When Do You NOT Need Consent?
MADONNA’S REBEL HEART TOUR
I’m writing this blog because at the heart of the onstage antics with a young 17 year old there was no consent. Madonna’s behaviour, is suggesting that as a pop star she can do what she wants and it gives out mixed messages to her younger audience.
Josephine is wondering what all the fuss is about as she feels it was just an accident and appears to be so in awe of her idol, that nothing she would do, could possibly be wrong in her eyes. Does this make idolisation wrong? No – however I believe in this era, where consciousness is expanding, that those in positions of influence and power can use their leadership qualities in ways that inspire, uplift and motivate.
Prince Ea, Will Smith, Jada Prinkett, Leonardo Di Caprio, Lady Gaga, Sting and Kate Winslet, to name a few, are some of the actors, actresses & singers that lead by example. The problem with what Madonna did was that it very much gives the wrong message to the younger generation.

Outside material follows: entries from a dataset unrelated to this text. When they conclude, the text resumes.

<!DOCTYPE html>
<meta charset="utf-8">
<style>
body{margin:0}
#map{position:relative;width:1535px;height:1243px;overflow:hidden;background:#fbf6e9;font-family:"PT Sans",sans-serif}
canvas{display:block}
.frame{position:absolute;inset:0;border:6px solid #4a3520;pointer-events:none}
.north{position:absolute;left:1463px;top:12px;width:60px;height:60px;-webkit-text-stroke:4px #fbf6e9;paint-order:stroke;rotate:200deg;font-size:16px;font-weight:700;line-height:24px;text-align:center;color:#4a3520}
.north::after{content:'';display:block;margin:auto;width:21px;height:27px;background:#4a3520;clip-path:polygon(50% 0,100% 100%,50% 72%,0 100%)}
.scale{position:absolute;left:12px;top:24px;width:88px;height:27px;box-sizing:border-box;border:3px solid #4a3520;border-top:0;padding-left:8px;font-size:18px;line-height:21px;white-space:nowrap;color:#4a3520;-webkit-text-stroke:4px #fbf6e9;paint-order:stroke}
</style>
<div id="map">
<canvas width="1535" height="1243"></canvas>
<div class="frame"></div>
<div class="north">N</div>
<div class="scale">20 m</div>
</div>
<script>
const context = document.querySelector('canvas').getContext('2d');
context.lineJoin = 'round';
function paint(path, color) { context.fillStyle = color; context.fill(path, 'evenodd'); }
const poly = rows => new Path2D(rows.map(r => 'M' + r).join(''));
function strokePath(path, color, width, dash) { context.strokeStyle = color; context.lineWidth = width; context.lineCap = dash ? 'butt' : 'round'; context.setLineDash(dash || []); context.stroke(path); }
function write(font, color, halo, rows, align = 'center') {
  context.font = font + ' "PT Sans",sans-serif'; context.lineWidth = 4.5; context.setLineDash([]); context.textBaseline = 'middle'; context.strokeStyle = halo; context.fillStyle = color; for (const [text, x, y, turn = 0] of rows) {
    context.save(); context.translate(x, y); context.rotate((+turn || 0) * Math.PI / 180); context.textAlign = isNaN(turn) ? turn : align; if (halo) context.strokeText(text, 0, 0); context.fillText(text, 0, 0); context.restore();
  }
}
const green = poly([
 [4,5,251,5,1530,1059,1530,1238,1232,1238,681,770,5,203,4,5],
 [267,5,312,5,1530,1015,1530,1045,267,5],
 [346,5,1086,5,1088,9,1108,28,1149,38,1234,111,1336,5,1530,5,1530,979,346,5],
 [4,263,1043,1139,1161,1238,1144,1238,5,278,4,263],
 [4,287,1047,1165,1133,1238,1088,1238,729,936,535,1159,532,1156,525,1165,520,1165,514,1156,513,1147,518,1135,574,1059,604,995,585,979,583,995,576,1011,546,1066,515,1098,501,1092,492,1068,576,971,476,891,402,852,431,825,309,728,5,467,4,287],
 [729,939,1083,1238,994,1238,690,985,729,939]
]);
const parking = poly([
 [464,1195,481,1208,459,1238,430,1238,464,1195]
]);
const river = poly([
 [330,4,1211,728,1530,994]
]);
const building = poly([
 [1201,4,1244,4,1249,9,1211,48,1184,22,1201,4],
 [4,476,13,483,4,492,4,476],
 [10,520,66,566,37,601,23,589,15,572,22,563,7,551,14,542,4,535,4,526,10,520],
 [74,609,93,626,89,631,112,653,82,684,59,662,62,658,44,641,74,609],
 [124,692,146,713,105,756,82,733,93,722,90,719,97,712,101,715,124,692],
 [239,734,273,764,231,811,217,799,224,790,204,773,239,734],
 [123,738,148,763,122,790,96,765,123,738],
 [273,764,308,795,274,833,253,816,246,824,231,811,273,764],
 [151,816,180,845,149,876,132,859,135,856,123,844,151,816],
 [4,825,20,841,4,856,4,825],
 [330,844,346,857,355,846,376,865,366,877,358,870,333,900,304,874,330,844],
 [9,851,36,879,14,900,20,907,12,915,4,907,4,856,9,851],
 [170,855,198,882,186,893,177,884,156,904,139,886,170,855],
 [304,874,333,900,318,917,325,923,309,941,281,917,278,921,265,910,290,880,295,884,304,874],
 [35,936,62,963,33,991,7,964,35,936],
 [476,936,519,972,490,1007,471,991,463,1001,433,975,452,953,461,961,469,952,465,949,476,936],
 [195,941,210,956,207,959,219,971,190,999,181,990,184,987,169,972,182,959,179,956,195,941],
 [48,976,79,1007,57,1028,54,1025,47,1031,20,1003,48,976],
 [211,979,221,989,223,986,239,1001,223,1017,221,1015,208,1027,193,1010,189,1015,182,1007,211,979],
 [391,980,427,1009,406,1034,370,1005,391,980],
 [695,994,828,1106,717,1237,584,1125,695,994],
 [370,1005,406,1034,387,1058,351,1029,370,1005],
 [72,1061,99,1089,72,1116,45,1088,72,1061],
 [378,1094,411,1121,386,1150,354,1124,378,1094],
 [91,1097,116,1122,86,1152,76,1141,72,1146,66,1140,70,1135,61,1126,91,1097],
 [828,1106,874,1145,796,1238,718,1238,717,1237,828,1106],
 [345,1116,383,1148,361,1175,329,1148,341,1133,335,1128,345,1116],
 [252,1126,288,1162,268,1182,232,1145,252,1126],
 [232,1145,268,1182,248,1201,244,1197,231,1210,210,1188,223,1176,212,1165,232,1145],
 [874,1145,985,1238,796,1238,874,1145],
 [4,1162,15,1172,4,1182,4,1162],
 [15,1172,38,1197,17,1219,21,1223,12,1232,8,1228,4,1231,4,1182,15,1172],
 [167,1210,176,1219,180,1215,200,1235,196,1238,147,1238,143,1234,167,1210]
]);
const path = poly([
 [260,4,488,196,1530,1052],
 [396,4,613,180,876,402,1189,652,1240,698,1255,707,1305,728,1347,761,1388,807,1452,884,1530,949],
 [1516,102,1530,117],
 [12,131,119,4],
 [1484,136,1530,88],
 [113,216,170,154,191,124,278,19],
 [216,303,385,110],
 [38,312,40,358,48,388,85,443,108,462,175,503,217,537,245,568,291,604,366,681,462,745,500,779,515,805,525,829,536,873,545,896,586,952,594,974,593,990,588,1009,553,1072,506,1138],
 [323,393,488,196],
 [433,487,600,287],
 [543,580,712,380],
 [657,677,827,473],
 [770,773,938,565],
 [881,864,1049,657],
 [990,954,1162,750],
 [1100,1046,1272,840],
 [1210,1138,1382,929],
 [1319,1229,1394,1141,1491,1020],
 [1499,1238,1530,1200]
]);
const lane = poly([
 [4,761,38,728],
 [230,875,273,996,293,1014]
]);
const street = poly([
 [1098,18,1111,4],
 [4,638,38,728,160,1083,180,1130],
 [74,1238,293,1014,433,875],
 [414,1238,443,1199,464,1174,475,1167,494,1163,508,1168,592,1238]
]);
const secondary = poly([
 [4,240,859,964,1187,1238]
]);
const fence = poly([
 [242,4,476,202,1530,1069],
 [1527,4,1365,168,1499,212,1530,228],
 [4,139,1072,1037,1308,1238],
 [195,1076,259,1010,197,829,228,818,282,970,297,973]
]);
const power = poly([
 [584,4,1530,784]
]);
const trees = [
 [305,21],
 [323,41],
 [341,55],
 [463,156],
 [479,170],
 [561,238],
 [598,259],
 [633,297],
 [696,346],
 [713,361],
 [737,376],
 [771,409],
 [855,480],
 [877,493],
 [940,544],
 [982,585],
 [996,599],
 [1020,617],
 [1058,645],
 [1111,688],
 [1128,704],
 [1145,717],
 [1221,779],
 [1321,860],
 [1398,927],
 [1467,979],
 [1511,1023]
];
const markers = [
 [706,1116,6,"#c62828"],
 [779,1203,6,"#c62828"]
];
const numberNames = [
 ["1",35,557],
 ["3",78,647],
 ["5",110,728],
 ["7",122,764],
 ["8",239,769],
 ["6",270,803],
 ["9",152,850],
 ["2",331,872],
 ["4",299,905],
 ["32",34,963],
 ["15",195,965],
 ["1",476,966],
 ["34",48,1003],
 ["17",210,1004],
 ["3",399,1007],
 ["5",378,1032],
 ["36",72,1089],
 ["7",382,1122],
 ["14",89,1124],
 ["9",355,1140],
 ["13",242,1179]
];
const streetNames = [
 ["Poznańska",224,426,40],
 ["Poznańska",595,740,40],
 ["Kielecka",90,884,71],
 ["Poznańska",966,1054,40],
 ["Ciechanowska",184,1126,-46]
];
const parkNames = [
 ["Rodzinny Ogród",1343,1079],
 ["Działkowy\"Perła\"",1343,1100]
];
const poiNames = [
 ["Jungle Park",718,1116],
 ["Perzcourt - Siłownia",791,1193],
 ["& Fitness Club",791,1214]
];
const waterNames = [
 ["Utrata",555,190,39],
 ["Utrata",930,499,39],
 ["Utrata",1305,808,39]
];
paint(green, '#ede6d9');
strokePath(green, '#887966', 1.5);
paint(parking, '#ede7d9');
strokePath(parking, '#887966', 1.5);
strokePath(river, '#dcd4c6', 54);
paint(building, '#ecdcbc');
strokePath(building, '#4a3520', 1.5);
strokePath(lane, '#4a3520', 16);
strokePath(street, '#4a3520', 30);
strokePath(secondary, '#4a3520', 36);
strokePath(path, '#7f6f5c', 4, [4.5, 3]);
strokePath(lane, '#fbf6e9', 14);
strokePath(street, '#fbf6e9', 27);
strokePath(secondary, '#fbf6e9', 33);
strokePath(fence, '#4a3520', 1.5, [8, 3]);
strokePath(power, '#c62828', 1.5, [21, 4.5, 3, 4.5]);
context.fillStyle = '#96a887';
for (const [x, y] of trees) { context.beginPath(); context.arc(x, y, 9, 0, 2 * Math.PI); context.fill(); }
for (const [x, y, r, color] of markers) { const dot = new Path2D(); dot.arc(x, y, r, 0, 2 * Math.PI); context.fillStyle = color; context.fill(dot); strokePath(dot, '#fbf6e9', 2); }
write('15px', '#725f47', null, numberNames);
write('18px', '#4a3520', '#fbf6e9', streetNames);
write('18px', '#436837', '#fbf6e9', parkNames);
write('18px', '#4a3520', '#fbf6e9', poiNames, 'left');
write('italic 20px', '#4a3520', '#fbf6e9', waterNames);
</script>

Josephine obviously loves her body and is proud of it, bravo, that there is a 17 year old young woman that doesn’t have any body issues. She’s been quoted as wondering what all the fuss is about, “it’s her breast”, “her nipple” and she’s not bothered by it.
Madonna is Out of Line!
The younger generation learn about sex and how to behave with people they are sexually attracted to predominantly through porn. Unfortunately, this gives them the wrong idea of what sex is about and how to relate to the other person. They also learn from people who are influential such as pop stars, actors and actresses as well as movies and music clips.
What this tells people is that “it’s just a bit of a laugh, it’s ok, to pull someone’s top down and expose their breast, or you can go and pull some guys pants down and then all laugh at the size of his penis, which then traumatises him for most of his life, thinking he is not up to standard. The trauma these types of acts of non consent can actually cause can be huge, with people having problems for many years for incidences which some people may think are small, however if consent was there, they would not have to go through what they are experiencing.
These things happen, continually and regardless of whether the young girl in question is ok with it or not, it still comes down to consent and breaking boundaries and exploitation.
This non consensual behaviour was at this young girls expense and could have had even more consequences. It would seem from the non-consensual behaviour on stage, that Madonna is very much working in the shadow of consent with it all being about her and using tactics of manipulation and entrapment for her own gain.
Unfortunately it is wired into us at a very young age that unacceptable touch is ok. Think about the days when a baby was born, hung upside down and smacked on their back. Or young baby boys, being circumcised and enduring the pain as they are cut and then as we are growing up, having to put up with uncles, aunts or parents friends giving us a hug or a kiss hello, when all we really want to do is run the other way, but being told by our parents, to be polite!
This then becomes wired into our neurology and most people have a challenge expressing what they really want or don’t want, in particular when it comes to sexual experiences of any sort.
WHEN DO YOU NEED CONSENT?
The answer to that is you ALWAYS need consent. You cannot assume, that someone wants to have sex, engage in any form of sexual activity or sexual play unless you ask them directly and receive a verbal answer. No-one is a mind reader and no-one has the right to assume.
Consent is Key When it Comes to the Boundaries of Sexual Play
CONSENT IN THE LIGHT & IN THE SHADOW
There is authentic touch and consent, where both parties are giving consent to engage in any form of touch which may or may not be sexual. It can be done by either giving, receiving, allowing or absorbing and can be done for your own experience or for the other person or both. Some of the attributes of this type of touch is; connection, appreciation, devotion, gratitude, responsibility, integrity, pleasure, nurturing and adoration.
Then there is the opposite, which is the Shadow of Touch or Non Consent. When one person thinks they’re giving, allowing, receiving or absorbing. When it’s in the shadow it has a much more sinister edge to it and can be manipulating, controlling, cohersing, bullying or trapping the other person. It can also be lecherous, raping, abusing, groping, molesting and selfish, for the other person’s gain.
WHAT DOES THE LAW SAY?
Legally you cannot do what you want, regardless of the other person. Both people involved have to give verbal consent that they are happy to engage in a sexual activity of any sort, otherwise there is not full consent.
It’s important when having sex to know that your partner is giving you full consent. The only way to know for sure that you have consent is to ask them and not to assume by their body language that are wanting it or that they are actually happy about what’s going on because often that is not the case.
Consent also applies to any form of sexual contact & does not mean just for sexual intercourse
Unfortunately these sorts of things continue to happen and regardless of whether the young girl in question is ok with it or not, it still comes down to consent, breaking boundaries and exploitation. It’s time everyone learns to find their voice and find their NO!